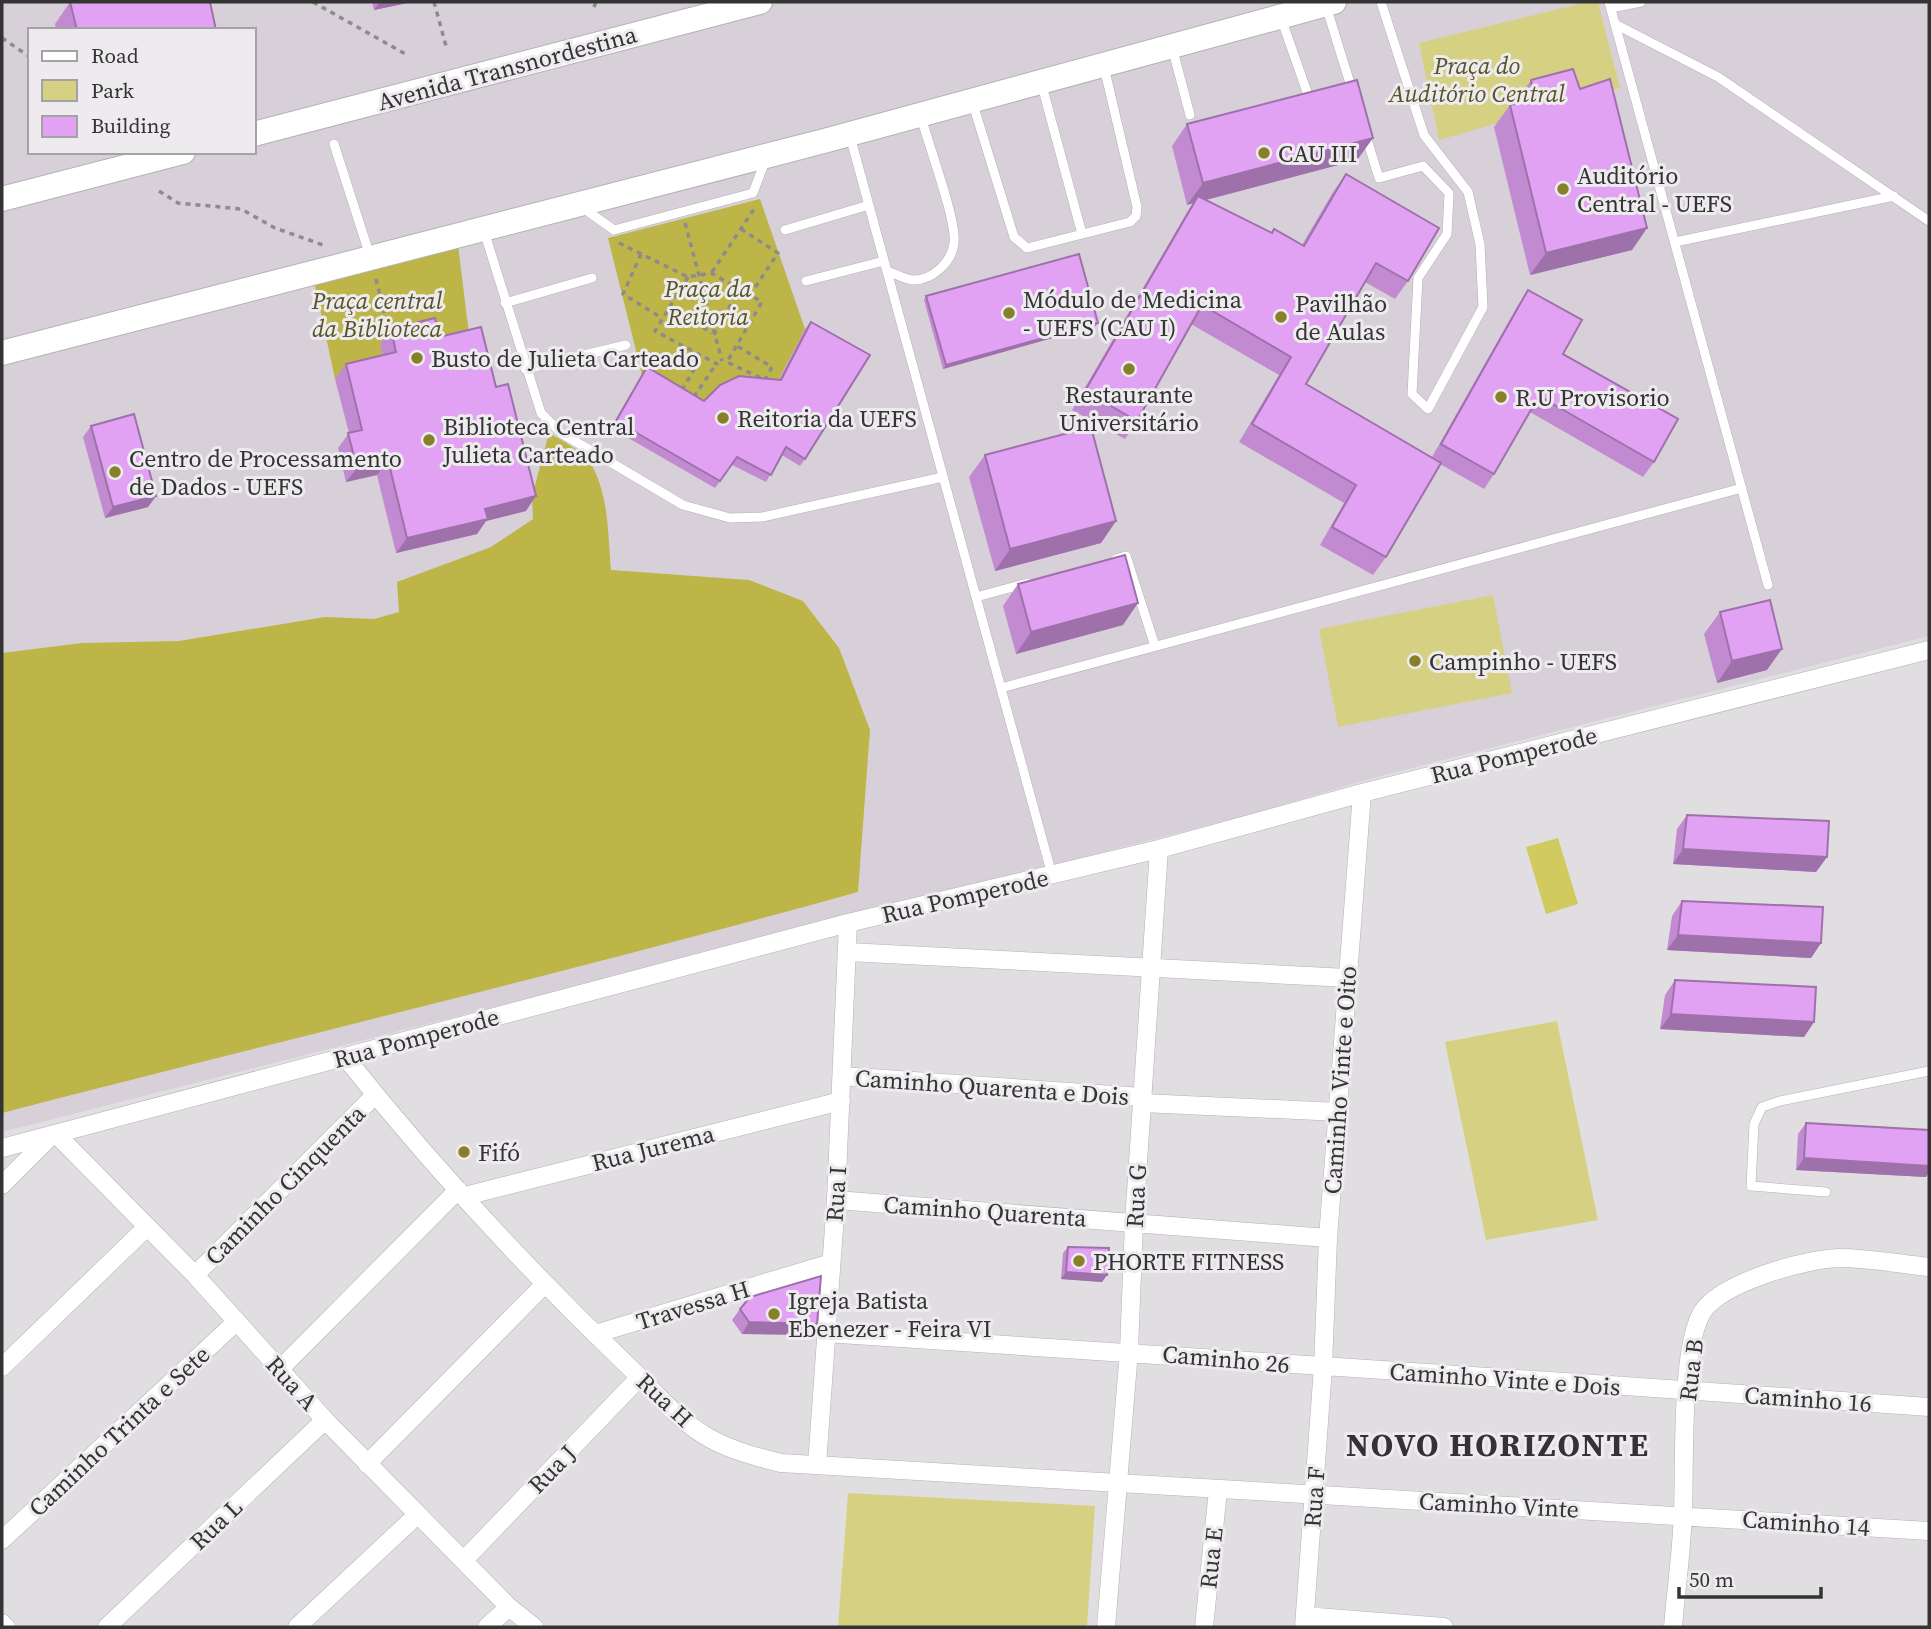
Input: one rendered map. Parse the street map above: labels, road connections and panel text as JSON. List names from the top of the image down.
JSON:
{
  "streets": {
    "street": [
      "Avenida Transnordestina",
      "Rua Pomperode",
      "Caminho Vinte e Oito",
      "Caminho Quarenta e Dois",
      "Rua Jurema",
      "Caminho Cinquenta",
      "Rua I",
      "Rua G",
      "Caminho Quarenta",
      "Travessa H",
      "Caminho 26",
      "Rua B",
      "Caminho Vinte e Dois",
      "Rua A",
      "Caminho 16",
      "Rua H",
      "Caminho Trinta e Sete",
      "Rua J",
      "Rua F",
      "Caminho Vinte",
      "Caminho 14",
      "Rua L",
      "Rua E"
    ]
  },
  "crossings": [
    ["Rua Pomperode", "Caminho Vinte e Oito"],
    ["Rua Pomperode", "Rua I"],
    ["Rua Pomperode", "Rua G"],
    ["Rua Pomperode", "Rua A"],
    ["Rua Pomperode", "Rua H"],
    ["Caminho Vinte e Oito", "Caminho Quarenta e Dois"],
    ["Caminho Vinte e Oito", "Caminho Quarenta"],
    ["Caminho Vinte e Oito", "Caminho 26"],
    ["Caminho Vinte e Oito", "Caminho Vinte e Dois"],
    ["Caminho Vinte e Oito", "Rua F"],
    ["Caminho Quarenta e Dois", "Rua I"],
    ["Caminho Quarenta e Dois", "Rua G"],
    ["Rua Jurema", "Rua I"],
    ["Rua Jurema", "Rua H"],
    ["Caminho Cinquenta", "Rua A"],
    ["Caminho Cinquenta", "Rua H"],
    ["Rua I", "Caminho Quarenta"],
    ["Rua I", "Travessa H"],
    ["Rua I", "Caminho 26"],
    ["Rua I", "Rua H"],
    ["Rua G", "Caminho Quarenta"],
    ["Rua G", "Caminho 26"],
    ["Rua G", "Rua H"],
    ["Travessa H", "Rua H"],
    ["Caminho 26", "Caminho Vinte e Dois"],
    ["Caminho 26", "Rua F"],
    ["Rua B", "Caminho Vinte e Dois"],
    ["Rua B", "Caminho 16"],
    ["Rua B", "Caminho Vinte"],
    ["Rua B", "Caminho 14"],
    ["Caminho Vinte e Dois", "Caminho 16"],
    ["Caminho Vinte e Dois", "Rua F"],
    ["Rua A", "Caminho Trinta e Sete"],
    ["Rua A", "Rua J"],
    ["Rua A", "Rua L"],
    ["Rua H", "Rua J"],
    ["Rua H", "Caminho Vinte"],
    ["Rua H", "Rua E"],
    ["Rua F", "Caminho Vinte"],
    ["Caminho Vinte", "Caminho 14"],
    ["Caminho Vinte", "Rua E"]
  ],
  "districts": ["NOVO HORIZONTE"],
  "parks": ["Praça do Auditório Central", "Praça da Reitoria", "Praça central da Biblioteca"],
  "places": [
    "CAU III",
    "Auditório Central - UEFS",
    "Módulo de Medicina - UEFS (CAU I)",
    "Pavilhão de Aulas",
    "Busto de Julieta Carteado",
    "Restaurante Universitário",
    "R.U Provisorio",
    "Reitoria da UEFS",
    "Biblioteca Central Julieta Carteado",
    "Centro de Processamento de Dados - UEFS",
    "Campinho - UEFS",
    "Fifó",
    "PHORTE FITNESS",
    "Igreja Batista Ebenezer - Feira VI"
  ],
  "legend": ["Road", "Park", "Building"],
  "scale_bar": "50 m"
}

● Required action
When you copy the data, keep every line exact and leave out each picture.

● Solution to the problem
Input: one rendered map. Parse the street map above: labels, road connections and panel text as JSON. List names from the top of the image down.
JSON:
{
  "streets": {
    "street": [
      "Avenida Transnordestina",
      "Rua Pomperode",
      "Caminho Vinte e Oito",
      "Caminho Quarenta e Dois",
      "Rua Jurema",
      "Caminho Cinquenta",
      "Rua I",
      "Rua G",
      "Caminho Quarenta",
      "Travessa H",
      "Caminho 26",
      "Rua B",
      "Caminho Vinte e Dois",
      "Rua A",
      "Caminho 16",
      "Rua H",
      "Caminho Trinta e Sete",
      "Rua J",
      "Rua F",
      "Caminho Vinte",
      "Caminho 14",
      "Rua L",
      "Rua E"
    ]
  },
  "crossings": [
    ["Rua Pomperode", "Caminho Vinte e Oito"],
    ["Rua Pomperode", "Rua I"],
    ["Rua Pomperode", "Rua G"],
    ["Rua Pomperode", "Rua A"],
    ["Rua Pomperode", "Rua H"],
    ["Caminho Vinte e Oito", "Caminho Quarenta e Dois"],
    ["Caminho Vinte e Oito", "Caminho Quarenta"],
    ["Caminho Vinte e Oito", "Caminho 26"],
    ["Caminho Vinte e Oito", "Caminho Vinte e Dois"],
    ["Caminho Vinte e Oito", "Rua F"],
    ["Caminho Quarenta e Dois", "Rua I"],
    ["Caminho Quarenta e Dois", "Rua G"],
    ["Rua Jurema", "Rua I"],
    ["Rua Jurema", "Rua H"],
    ["Caminho Cinquenta", "Rua A"],
    ["Caminho Cinquenta", "Rua H"],
    ["Rua I", "Caminho Quarenta"],
    ["Rua I", "Travessa H"],
    ["Rua I", "Caminho 26"],
    ["Rua I", "Rua H"],
    ["Rua G", "Caminho Quarenta"],
    ["Rua G", "Caminho 26"],
    ["Rua G", "Rua H"],
    ["Travessa H", "Rua H"],
    ["Caminho 26", "Caminho Vinte e Dois"],
    ["Caminho 26", "Rua F"],
    ["Rua B", "Caminho Vinte e Dois"],
    ["Rua B", "Caminho 16"],
    ["Rua B", "Caminho Vinte"],
    ["Rua B", "Caminho 14"],
    ["Caminho Vinte e Dois", "Caminho 16"],
    ["Caminho Vinte e Dois", "Rua F"],
    ["Rua A", "Caminho Trinta e Sete"],
    ["Rua A", "Rua J"],
    ["Rua A", "Rua L"],
    ["Rua H", "Rua J"],
    ["Rua H", "Caminho Vinte"],
    ["Rua H", "Rua E"],
    ["Rua F", "Caminho Vinte"],
    ["Caminho Vinte", "Caminho 14"],
    ["Caminho Vinte", "Rua E"]
  ],
  "districts": ["NOVO HORIZONTE"],
  "parks": ["Praça do Auditório Central", "Praça da Reitoria", "Praça central da Biblioteca"],
  "places": [
    "CAU III",
    "Auditório Central - UEFS",
    "Módulo de Medicina - UEFS (CAU I)",
    "Pavilhão de Aulas",
    "Busto de Julieta Carteado",
    "Restaurante Universitário",
    "R.U Provisorio",
    "Reitoria da UEFS",
    "Biblioteca Central Julieta Carteado",
    "Centro de Processamento de Dados - UEFS",
    "Campinho - UEFS",
    "Fifó",
    "PHORTE FITNESS",
    "Igreja Batista Ebenezer - Feira VI"
  ],
  "legend": ["Road", "Park", "Building"],
  "scale_bar": "50 m"
}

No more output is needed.